- WORK TO BE COMPLETED
Search the records for the string "Angela" and return each line that has it.

[Collected data entries]
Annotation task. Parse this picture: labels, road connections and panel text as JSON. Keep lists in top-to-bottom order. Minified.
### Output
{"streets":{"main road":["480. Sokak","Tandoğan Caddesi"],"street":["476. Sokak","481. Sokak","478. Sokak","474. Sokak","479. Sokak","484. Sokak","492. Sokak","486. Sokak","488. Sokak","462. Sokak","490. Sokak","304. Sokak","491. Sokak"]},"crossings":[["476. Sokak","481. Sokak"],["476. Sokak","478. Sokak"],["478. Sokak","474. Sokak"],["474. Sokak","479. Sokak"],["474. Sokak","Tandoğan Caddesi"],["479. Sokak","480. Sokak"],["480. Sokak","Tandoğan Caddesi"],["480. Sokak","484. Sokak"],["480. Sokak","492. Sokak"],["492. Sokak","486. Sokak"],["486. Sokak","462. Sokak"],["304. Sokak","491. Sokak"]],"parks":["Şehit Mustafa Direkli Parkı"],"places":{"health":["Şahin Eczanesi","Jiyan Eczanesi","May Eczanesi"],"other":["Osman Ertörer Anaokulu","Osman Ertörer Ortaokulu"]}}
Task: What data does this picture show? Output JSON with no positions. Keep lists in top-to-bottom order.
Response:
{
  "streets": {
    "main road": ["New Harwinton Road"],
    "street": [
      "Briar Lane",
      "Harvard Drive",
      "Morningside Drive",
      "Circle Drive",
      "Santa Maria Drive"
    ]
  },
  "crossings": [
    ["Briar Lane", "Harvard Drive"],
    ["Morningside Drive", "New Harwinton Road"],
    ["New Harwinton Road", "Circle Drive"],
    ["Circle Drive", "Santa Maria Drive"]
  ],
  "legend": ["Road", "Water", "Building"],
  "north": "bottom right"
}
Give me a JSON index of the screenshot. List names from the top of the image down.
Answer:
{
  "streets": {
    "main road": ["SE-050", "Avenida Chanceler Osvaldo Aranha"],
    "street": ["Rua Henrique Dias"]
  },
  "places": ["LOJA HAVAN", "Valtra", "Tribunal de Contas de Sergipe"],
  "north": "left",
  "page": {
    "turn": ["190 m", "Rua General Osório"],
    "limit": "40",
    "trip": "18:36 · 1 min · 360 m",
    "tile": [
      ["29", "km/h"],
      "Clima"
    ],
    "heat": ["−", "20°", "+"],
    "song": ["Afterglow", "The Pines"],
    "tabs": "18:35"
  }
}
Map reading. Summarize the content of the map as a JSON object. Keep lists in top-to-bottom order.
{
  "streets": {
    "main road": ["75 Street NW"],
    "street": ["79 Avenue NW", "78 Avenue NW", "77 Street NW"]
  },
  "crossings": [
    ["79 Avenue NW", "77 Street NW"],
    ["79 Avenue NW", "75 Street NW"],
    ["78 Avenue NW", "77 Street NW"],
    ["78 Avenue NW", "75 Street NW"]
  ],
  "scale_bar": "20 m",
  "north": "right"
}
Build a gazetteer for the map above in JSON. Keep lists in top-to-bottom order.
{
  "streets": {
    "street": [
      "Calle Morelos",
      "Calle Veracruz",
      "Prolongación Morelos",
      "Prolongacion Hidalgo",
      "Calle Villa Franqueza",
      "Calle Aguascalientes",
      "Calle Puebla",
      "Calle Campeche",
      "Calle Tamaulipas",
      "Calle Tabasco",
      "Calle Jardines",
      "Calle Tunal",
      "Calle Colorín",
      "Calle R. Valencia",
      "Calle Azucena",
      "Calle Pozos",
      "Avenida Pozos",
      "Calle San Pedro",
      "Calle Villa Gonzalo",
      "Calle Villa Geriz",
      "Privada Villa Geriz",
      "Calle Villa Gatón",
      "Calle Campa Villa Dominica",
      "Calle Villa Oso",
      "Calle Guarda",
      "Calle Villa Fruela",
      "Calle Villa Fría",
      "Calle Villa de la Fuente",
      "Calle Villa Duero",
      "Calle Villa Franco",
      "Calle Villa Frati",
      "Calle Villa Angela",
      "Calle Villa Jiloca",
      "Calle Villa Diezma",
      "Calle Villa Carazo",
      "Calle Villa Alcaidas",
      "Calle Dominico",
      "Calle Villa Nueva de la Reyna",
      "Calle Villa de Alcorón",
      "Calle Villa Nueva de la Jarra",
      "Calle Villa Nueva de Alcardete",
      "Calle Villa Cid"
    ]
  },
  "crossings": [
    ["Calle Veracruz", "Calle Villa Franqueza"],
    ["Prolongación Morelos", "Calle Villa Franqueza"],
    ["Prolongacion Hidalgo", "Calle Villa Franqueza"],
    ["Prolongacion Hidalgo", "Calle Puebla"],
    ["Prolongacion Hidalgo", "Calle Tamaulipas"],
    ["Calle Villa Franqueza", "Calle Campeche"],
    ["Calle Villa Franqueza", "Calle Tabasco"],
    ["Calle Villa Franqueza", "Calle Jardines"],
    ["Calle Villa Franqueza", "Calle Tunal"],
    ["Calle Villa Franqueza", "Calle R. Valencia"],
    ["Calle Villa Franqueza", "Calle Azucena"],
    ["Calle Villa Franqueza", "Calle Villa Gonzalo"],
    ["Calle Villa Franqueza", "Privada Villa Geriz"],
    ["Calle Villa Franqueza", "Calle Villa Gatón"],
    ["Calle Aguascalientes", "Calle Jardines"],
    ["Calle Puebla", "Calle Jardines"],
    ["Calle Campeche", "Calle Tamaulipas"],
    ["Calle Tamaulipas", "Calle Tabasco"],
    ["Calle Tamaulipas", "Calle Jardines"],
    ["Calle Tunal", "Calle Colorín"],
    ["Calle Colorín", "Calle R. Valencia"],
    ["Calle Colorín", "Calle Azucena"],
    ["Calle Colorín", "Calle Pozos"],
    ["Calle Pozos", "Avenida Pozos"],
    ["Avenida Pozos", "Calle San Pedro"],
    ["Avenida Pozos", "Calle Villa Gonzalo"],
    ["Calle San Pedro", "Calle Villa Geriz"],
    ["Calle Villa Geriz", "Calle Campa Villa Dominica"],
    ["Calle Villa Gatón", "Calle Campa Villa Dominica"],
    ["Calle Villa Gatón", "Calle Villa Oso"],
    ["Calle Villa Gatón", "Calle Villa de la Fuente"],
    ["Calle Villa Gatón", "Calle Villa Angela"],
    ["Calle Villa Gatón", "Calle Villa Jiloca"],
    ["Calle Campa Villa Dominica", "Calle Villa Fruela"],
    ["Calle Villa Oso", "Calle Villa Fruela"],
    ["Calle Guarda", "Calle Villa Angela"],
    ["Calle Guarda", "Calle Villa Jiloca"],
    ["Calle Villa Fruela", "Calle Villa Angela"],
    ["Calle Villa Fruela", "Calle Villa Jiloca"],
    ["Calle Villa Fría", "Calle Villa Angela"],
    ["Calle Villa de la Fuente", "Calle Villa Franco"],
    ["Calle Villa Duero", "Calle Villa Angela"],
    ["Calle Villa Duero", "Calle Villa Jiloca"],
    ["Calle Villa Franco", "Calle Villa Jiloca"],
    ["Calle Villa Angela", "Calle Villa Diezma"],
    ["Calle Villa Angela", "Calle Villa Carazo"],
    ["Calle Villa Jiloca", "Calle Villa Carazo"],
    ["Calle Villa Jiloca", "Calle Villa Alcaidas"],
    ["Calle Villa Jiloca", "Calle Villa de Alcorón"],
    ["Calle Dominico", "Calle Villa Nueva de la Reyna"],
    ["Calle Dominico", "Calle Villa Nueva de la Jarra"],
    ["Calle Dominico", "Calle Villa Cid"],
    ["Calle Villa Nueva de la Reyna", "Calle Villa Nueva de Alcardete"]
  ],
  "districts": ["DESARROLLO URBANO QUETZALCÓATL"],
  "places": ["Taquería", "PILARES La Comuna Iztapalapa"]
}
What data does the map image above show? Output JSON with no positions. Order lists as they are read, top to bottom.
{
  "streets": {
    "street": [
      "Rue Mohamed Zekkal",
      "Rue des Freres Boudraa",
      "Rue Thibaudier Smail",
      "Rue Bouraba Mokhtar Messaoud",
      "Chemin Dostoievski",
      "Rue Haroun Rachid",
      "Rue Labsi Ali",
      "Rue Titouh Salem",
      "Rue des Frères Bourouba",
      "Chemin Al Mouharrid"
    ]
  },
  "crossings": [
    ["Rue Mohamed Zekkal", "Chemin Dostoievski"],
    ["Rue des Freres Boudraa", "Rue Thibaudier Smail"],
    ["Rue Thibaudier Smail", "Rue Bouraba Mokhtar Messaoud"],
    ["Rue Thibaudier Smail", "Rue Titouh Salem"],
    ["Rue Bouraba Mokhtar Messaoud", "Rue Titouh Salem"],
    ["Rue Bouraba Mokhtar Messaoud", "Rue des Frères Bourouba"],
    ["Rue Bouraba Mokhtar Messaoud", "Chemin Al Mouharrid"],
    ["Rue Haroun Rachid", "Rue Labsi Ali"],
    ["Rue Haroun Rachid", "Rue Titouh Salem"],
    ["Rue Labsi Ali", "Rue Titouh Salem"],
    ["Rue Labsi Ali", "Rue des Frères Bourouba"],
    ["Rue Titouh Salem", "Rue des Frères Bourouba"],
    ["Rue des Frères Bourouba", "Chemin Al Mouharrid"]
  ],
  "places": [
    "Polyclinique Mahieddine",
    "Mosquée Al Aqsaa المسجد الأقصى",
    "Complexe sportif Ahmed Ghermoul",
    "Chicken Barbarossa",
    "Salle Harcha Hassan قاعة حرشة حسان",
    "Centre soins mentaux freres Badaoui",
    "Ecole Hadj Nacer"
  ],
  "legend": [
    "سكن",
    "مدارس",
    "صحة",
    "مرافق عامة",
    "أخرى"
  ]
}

- ANSWER TO THIS EXERCISE
      "Calle Villa Angela",
    ["Calle Villa Gatón", "Calle Villa Angela"],
    ["Calle Guarda", "Calle Villa Angela"],
    ["Calle Villa Fruela", "Calle Villa Angela"],
    ["Calle Villa Fría", "Calle Villa Angela"],
    ["Calle Villa Duero", "Calle Villa Angela"],
    ["Calle Villa Angela", "Calle Villa Diezma"],
    ["Calle Villa Angela", "Calle Villa Carazo"],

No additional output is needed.